* YOUR ASSIGNMENT *
Look through the data that follows and copy each line with the string "Apache".
'''
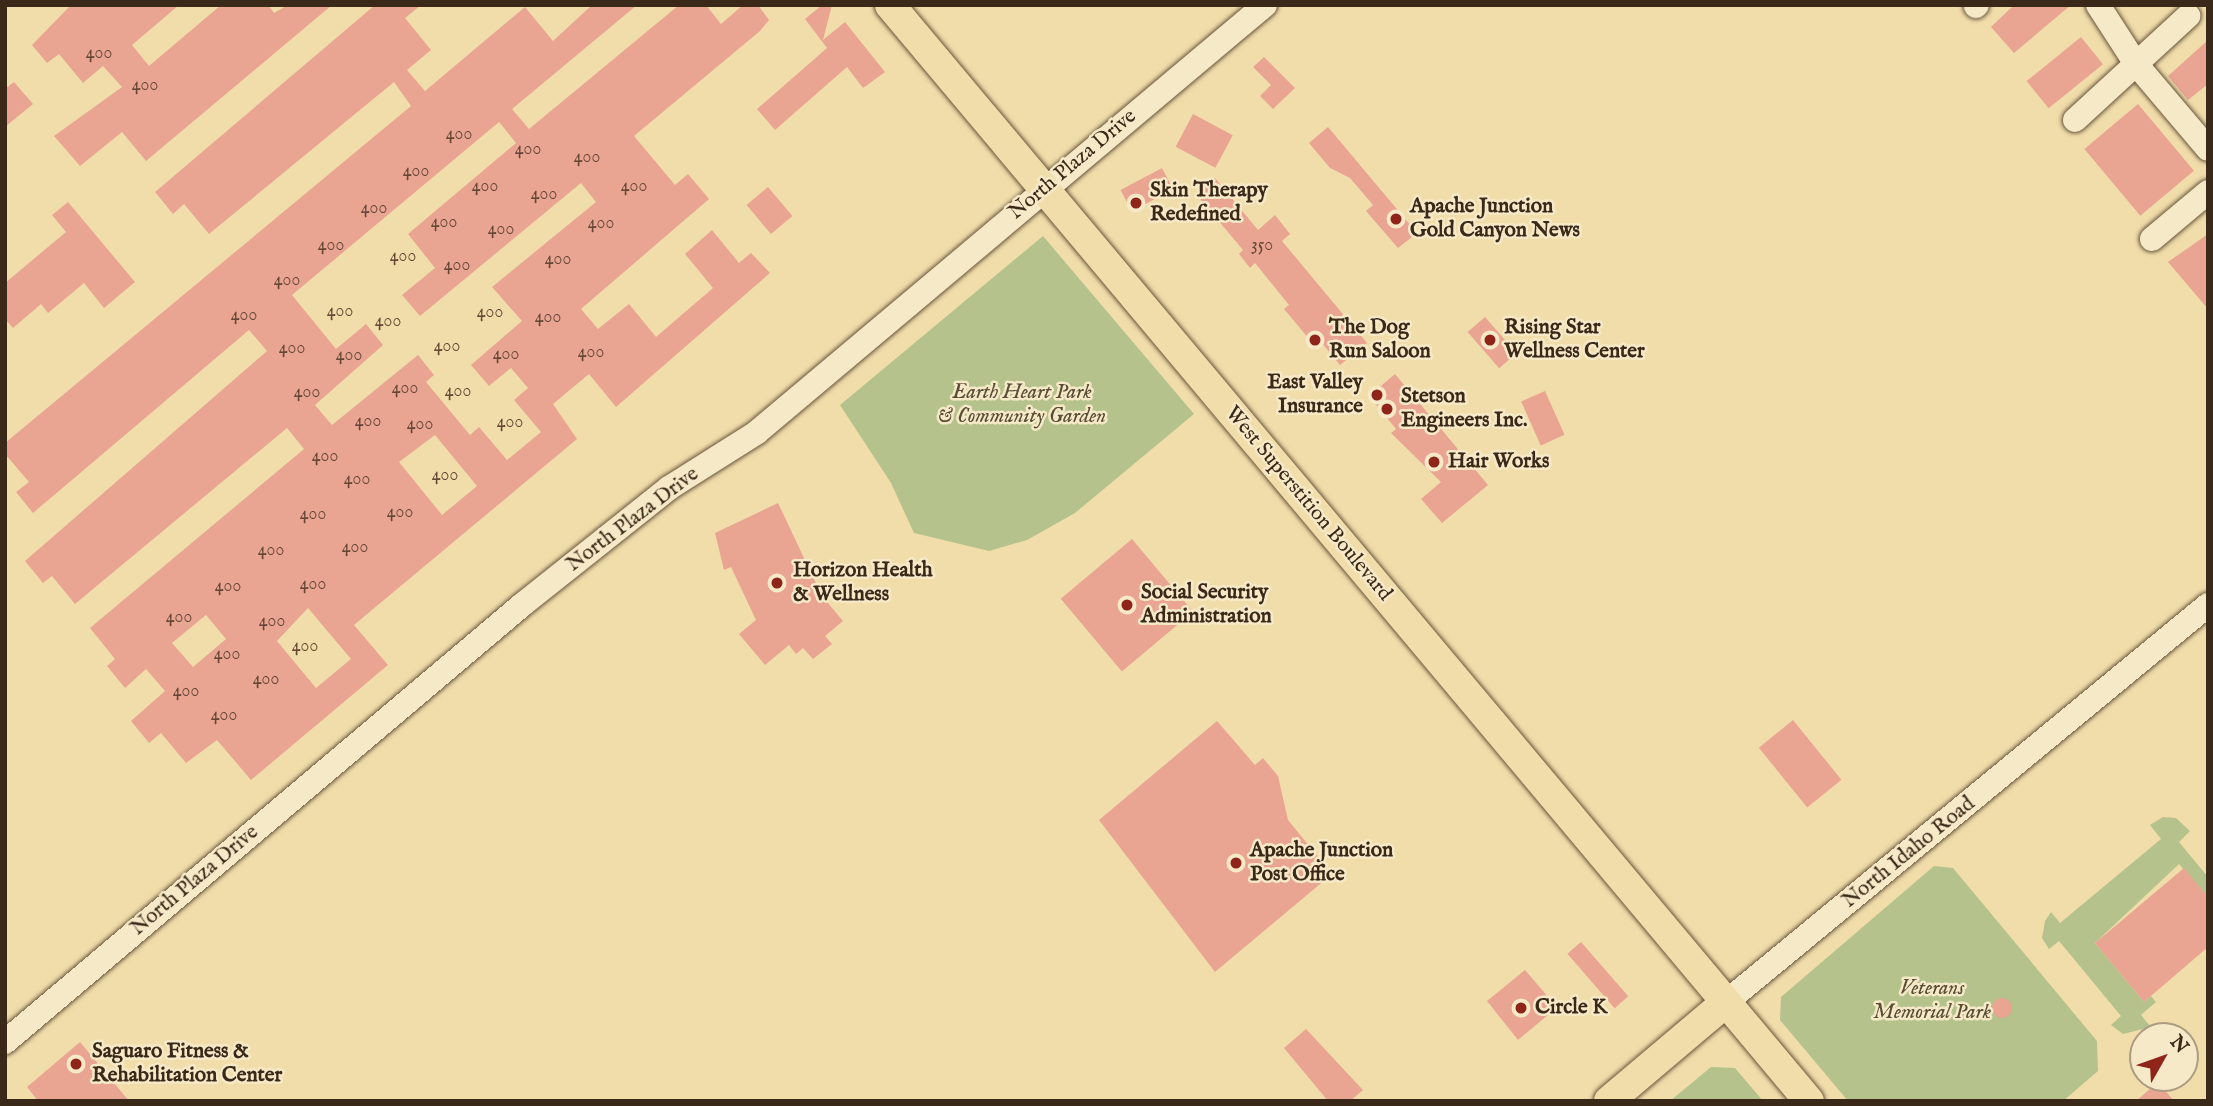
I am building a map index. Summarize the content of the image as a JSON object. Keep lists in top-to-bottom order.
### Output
{
  "streets": {
    "main road": ["West Superstition Boulevard", "North Idaho Road"],
    "street": ["North Plaza Drive"]
  },
  "crossings": [
    ["North Plaza Drive", "West Superstition Boulevard"],
    ["West Superstition Boulevard", "North Idaho Road"]
  ],
  "parks": ["Earth Heart Park & Community Garden", "Veterans Memorial Park"],
  "places": [
    "Skin Therapy Redefined",
    "Apache Junction Gold Canyon News",
    "The Dog Run Saloon",
    "Rising Star Wellness Center",
    "East Valley Insurance",
    "Stetson Engineers Inc.",
    "Hair Works",
    "Horizon Health & Wellness",
    "Social Security Administration",
    "Apache Junction Post Office",
    "Circle K",
    "Saguaro Fitness & Rehabilitation Center"
  ],
  "house_numbers": [
    "400",
    "400",
    "400",
    "400",
    "400",
    "400",
    "400",
    "400",
    "400",
    "400",
    "400",
    "400",
    "400",
    "400",
    "350",
    "400",
    "400",
    "400",
    "400",
    "400",
    "400",
    "400",
    "400",
    "400",
    "400",
    "400",
    "400",
    "400",
    "400",
    "400",
    "400",
    "400",
    "400",
    "400",
    "400",
    "400",
    "400",
    "400",
    "400",
    "400",
    "400",
    "400",
    "400",
    "400",
    "400",
    "400",
    "400",
    "400",
    "400",
    "400",
    "400"
  ],
  "north": "top right"
}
'''
* ANSWER TO THE PROBLEM *
    "Apache Junction Gold Canyon News",
    "Apache Junction Post Office",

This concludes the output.